> Exercise
Which lines of the entries contain the string "Bonfiglioli"? Please find them and copy them.
*** Opening Exercise material ***
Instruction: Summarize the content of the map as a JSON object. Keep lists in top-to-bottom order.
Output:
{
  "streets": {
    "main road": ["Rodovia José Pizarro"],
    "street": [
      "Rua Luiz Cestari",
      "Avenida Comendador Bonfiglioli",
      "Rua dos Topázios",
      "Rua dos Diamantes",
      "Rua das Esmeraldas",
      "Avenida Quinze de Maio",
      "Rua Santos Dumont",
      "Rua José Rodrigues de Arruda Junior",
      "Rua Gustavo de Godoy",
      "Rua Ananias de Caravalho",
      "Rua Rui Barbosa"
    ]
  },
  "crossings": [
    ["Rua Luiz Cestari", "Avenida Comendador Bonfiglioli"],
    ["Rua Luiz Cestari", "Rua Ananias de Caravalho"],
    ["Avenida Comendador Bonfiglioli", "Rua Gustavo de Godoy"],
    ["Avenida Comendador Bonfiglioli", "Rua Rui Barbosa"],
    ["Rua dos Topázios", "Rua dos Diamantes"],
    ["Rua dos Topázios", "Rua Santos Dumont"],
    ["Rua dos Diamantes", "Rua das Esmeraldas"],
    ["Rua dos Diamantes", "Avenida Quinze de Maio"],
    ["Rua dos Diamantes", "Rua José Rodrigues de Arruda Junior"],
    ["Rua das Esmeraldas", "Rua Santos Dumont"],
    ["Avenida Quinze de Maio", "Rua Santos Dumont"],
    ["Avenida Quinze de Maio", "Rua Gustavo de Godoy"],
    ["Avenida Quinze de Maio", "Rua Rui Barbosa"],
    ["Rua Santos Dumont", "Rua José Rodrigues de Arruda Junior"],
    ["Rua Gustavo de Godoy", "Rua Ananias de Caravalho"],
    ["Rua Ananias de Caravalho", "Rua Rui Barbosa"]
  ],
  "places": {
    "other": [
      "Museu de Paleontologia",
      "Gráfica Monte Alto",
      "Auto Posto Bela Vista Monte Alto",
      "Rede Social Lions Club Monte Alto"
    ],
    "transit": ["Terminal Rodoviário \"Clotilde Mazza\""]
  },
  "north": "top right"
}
*** Closing Exercise material ***
> Reply
      "Avenida Comendador Bonfiglioli",
    ["Rua Luiz Cestari", "Avenida Comendador Bonfiglioli"],
    ["Avenida Comendador Bonfiglioli", "Rua Gustavo de Godoy"],
    ["Avenida Comendador Bonfiglioli", "Rua Rui Barbosa"],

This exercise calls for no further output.